_WORK TO BE COMPLETED_. Every line with the word "strokeStyle" in it should be extracted from the data that follows.

[Saved data entries]
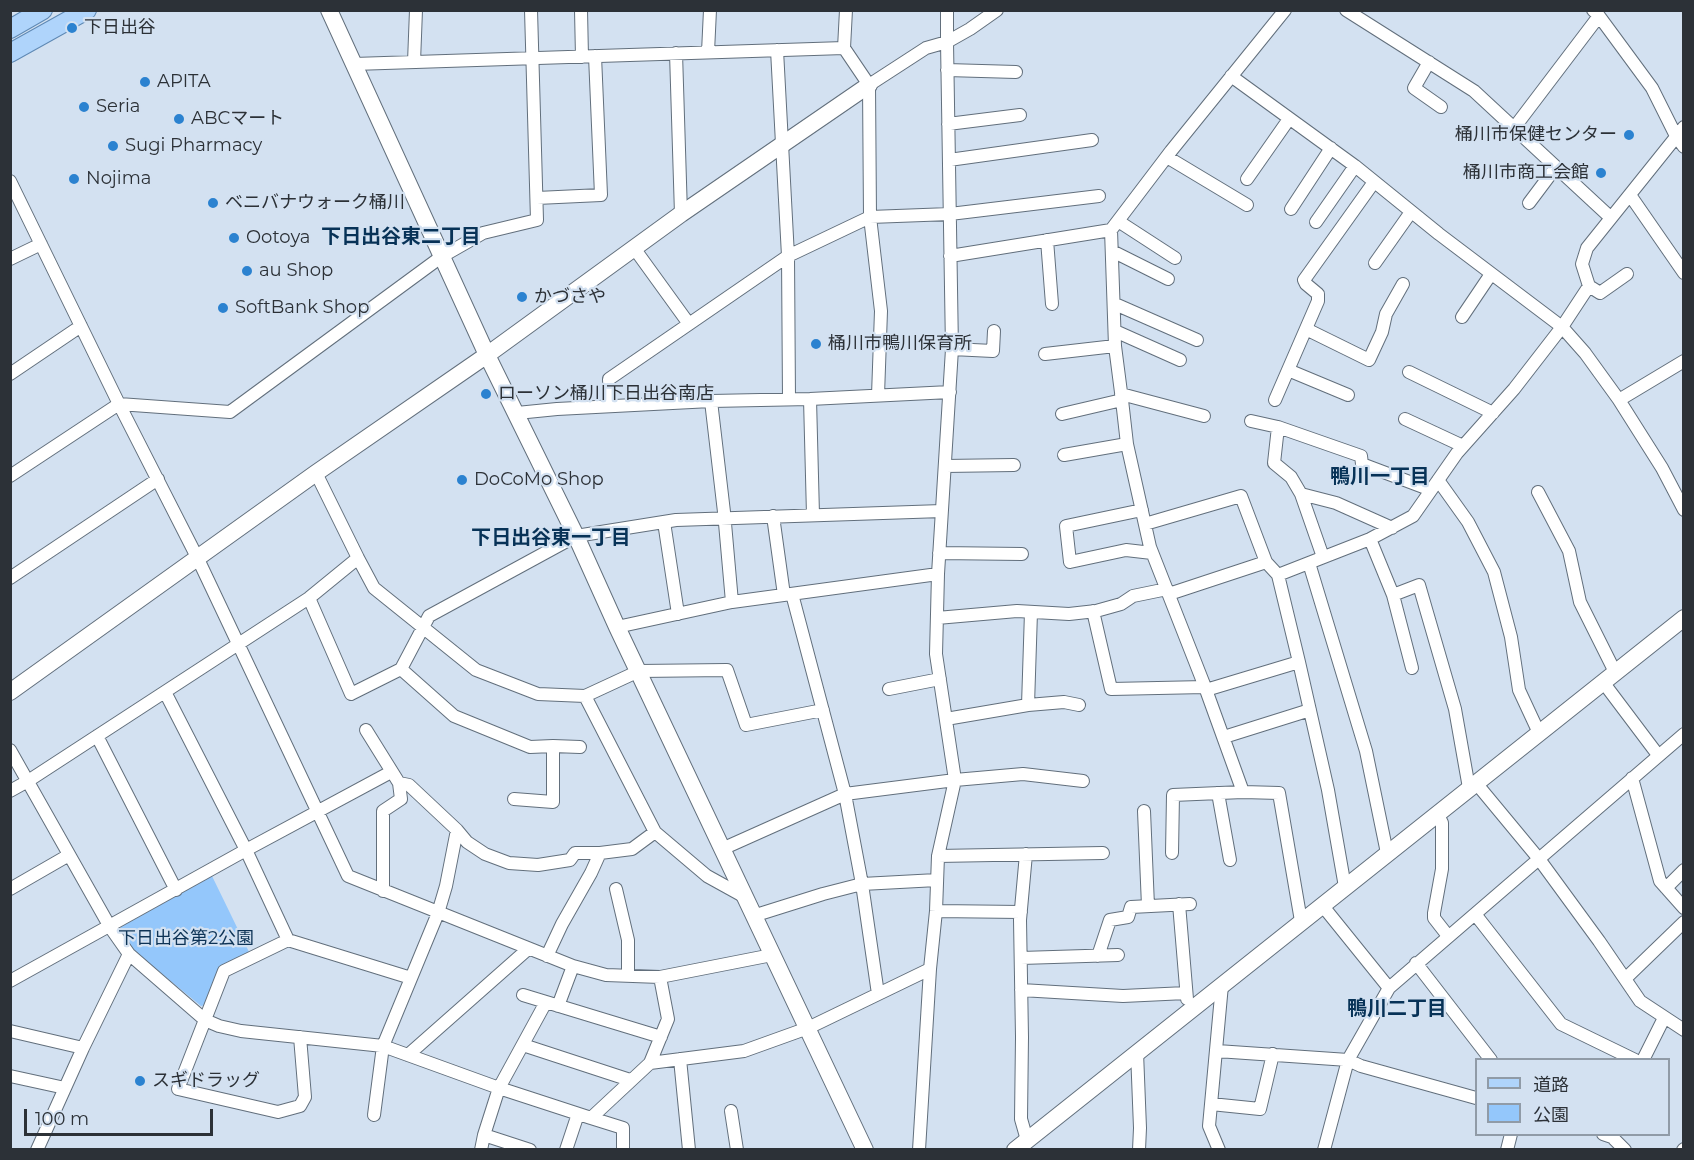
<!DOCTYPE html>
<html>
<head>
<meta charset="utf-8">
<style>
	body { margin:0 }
	#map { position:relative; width:1694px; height:1160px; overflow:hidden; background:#d3e1f1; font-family:Montserrat,"Noto Sans JP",sans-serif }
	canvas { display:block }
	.frame { position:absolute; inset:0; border:12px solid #2c3137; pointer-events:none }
	.legend { position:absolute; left:1475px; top:1058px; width:195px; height:78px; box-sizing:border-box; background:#d3e1f1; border:2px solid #909ba7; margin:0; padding:8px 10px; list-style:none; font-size:18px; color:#2c3137 }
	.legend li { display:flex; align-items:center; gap:12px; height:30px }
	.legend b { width:30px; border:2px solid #909ba7 }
	.scale { position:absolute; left:24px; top:1109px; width:189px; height:27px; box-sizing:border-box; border:3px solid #2c3137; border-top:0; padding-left:8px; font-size:18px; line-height:21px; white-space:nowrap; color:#2c3137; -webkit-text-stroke:4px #d3e1f1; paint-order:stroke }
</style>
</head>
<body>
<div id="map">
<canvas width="1694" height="1160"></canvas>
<div class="frame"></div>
<ul class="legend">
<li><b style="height:8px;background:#afd4fb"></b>道路</li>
<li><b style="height:16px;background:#94c7fb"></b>公園</li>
</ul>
<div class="scale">100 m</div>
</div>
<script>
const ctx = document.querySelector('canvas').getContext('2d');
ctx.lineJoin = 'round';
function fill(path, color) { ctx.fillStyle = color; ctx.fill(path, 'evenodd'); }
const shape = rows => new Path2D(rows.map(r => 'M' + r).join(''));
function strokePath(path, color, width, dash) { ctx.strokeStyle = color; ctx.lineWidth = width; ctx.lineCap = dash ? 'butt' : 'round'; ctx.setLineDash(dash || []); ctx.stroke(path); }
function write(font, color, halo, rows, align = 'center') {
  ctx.font = font + ' Montserrat,"Noto Sans JP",sans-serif'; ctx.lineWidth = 4.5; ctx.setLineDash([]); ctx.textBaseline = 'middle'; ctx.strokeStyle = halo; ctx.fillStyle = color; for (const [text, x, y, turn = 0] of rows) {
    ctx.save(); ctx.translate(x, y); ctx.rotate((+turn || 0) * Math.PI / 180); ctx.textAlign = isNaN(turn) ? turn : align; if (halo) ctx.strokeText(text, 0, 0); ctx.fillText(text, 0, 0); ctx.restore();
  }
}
const green = shape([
	[212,876,249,952,219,968,206,1005,201,1006,128,946,119,932,121,927]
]);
const street = shape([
	[581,10,582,57],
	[1346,10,1474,91,1610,217],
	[1593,10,1599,16,1652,88,1676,136,1684,147],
	[844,48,846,10],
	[777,50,788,256,789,399],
	[708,52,710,10],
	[676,53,681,214],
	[414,62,416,10],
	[1429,62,1414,88,1441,107],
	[354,64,844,48,869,85,926,48,947,42,970,29,997,10],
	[947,70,1016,72],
	[1231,76,1355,166,1439,234,1562,327,1585,353,1619,400,1662,468,1684,510],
	[869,85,870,217,881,311,878,395],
	[948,124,1020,115],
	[1514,128,1599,16],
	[1167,157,1247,205],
	[949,160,1092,140],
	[1247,179,1289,119],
	[10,181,119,404,198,559,348,876,573,966,606,975,660,977,772,955],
	[1630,195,1684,273],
	[537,198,601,195,595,56],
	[1529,203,1556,167],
	[1291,209,1331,148],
	[1118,221,1175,258],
	[1316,222,1355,166],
	[1047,240,1052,304],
	[634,248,689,324],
	[1112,251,1168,279],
	[950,256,1111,230],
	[10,259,41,244],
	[1375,263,1411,212],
	[1589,286,1600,293,1627,274],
	[1115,304,1197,340],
	[1462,317,1491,274],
	[1306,329,1369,360,1382,332,1386,314,1403,284],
	[1115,331,1180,360],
	[952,349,993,351,994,331],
	[1045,354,1115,346],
	[1288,370,1348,395],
	[1409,372,1493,413],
	[10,374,81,326],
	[1121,394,1204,416],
	[810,399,813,515],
	[1275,400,1318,301,1318,294,1306,284,1304,280,1374,182],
	[1619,400,1684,361],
	[711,401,724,512,732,602],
	[610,406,609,379,788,256,870,217,950,214,1099,196],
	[517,413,557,409,711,401,810,399,950,392],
	[1062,414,1122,400],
	[1405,419,1463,446],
	[1251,421,1278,427,1361,456,1362,464,1431,490],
	[1278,427,1274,463,1291,477,1301,494,1323,557],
	[1064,455,1127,444],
	[945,466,1014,465],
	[316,473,358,558,374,588,476,670,538,694,585,696,639,671,727,670,746,725,823,710],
	[10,476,119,404,230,412,441,257,483,233,537,220,531,10],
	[1438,480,1468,522,1494,572,1511,637,1519,690,1539,733],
	[1538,492,1569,551,1580,602,1615,672],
	[1301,494,1336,503,1392,528],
	[1142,510,1066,526,1070,562,1126,550,1152,553],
	[773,516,784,595],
	[664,522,678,614],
	[1145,524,1241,496,1266,562,1278,575],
	[1370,539,1393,595,1412,668],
	[939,553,1022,554],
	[1309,563,1366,751,1387,853],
	[10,578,158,479],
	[792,594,845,794,862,884,878,994],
	[1169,594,1266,562],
	[1393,595,1419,585,1455,709,1469,788],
	[309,598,351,694,401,669,429,616,576,536,676,520,942,511],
	[1093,611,1111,689,1205,687],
	[937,618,1017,611,1069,614,1096,611,1121,604,1133,596,1167,589],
	[617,627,732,602,938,574],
	[401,669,454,716,530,747,553,746,580,747],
	[1603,682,1658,755],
	[889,689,940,679],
	[1206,690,1299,662],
	[165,692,246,850,288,940,411,978],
	[585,696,655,832,707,876,745,897],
	[1028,705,1031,612],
	[946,719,1028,705,1064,702,1079,705],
	[366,730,399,783,401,799,383,811,383,891],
	[97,736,176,890],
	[1224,737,1310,710],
	[10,750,110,927,129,954,205,1020,219,1026,241,1031,383,1046,499,1088,591,1118,650,1063,668,1019,660,977],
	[1632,778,1660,881,1684,908],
	[399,783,409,785,457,830,467,842,485,854,509,863,538,865,570,860,575,853,600,853],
	[1476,783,1539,859,1599,941,1640,1001,1684,1030],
	[10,791,28,781,309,598,358,558],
	[1243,792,1205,687,1150,547,1127,444,1122,400,1115,346,1111,230,1171,151,1285,10],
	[1218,793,1230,860],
	[514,799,553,802,553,746],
	[1144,811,1148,906],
	[1437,813,1442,823,1442,869,1434,913,1434,918,1448,936],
	[722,849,845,794,955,780,1023,774,1083,781],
	[1172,853,1173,795,1243,792,1279,793,1301,921],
	[1026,854,1020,920,1022,1037,1021,1119,1027,1140],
	[938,856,1103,853],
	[1345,887,1328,790,1299,662,1278,575,1370,539,1413,516,1457,453,1514,389,1562,327,1589,286,1582,264,1587,248,1684,127],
	[1666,888,1684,870],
	[10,889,69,855],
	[616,889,628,940,628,976],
	[1179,904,1187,999],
	[1322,905,1389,988],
	[936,911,1021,912],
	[1475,914,1561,1024,1635,1060],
	[753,916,823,894,862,884,937,880],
	[288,940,224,971,178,1089,278,1112,300,1106,305,1097,300,1037],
	[547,956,562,924,591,873,600,853,632,849,655,832],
	[1098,956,1110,920,1128,917,1131,907,1190,904],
	[1021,958,1118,955],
	[1416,963,1491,1060],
	[1625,979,1684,922],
	[10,981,246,850,391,772],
	[1021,990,1123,996,1186,993],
	[523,995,661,1037],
	[558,1006,573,966],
	[10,1031,83,1048],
	[523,1045,630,1080],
	[1217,1051,1348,1060,1361,1066,1476,1098],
	[1137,1052,1140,1128,1139,1150],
	[408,1055,528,949],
	[680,1059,689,1150],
	[1643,1060,1664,1018],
	[650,1063,744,1051,808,1028,930,969],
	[10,1076,65,1088],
	[1211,1104,1260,1109,1273,1054],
	[731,1111,737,1150],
	[374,1115,383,1046,438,913,446,886,457,830],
	[591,1118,623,1128,623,1150],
	[1603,1134,1612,1137,1625,1150],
	[484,1135,530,1150],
	[37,1150,83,1048,129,954],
	[481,1150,484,1135,499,1088,546,1002],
	[566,1150,578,1114],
	[919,1150,930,969,936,911,938,856,955,780,936,654,938,574,952,349,947,42,947,10],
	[1219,1150,1209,1126,1222,985],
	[1324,1150,1348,1060,1389,988,1684,734],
	[1507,1150,1511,1134],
	[1683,1150,1684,1149]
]);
const secondary = shape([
	[329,10,487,355,576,536,617,627,865,1150],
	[10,692,316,473,487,355,681,214,869,85],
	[1015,1150,1684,618]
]);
const primary = shape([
	[10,29,43,10],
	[10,53,87,10]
]);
const markers = [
	[72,28,6,"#2b82d0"],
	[145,82,6,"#2b82d0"],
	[84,107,6,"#2b82d0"],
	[179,119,6,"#2b82d0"],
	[1629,135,6,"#2b82d0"],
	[113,146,6,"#2b82d0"],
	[1601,173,6,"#2b82d0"],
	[74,179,6,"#2b82d0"],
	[213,203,6,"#2b82d0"],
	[234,238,6,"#2b82d0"],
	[247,271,6,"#2b82d0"],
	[522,297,6,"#2b82d0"],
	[223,308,6,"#2b82d0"],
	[816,344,6,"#2b82d0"],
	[486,394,6,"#2b82d0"],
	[462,480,6,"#2b82d0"],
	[140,1081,6,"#2b82d0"]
];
const poiNames = [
	["下日出谷",84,28],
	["APITA",157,82],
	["Seria",96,107],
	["ABCマート",191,119],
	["桶川市保健センター",1617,135,"right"],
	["Sugi Pharmacy",125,146],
	["桶川市商工会館",1589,173,"right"],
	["Nojima",86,179],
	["ベニバナウォーク桶川",225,203],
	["Ootoya",246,238],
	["au Shop",259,271],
	["かづさや",534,297],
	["SoftBank Shop",235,308],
	["桶川市鴨川保育所",828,344],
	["ローソン桶川下日出谷南店",498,394],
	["DoCoMo Shop",474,480],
	["スギドラッグ",152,1081]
];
const parkNames = [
	["下日出谷第2公園",186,939]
];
const neighbourhoodNames = [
	["下日出谷東二丁目",401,237],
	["鴨川一丁目",1380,477],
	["下日出谷東一丁目",551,538],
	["鴨川二丁目",1397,1009]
];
fill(green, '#94c7fb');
strokePath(street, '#626f7c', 14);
strokePath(secondary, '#626f7c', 18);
strokePath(primary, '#5f89b4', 20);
strokePath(street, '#fff', 12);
strokePath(secondary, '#fff', 16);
strokePath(primary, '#afd4fb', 18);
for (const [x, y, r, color] of markers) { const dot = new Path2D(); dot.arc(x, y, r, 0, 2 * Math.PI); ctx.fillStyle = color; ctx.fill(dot); strokePath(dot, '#d3e1f1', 2); }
write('18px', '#2c3137', '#d3e1f1', poiNames, 'left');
write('18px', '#0d3356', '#d3e1f1', parkNames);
write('bold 20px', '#073257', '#d3e1f1', neighbourhoodNames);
</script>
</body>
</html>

_RESPONSE BELOW_.
function strokePath(path, color, width, dash) { ctx.strokeStyle = color; ctx.lineWidth = width; ctx.lineCap = dash ? 'butt' : 'round'; ctx.setLineDash(dash || []); ctx.stroke(path); }
  ctx.font = font + ' Montserrat,"Noto Sans JP",sans-serif'; ctx.lineWidth = 4.5; ctx.setLineDash([]); ctx.textBaseline = 'middle'; ctx.strokeStyle = halo; ctx.fillStyle = color; for (const [text, x, y, turn = 0] of rows) {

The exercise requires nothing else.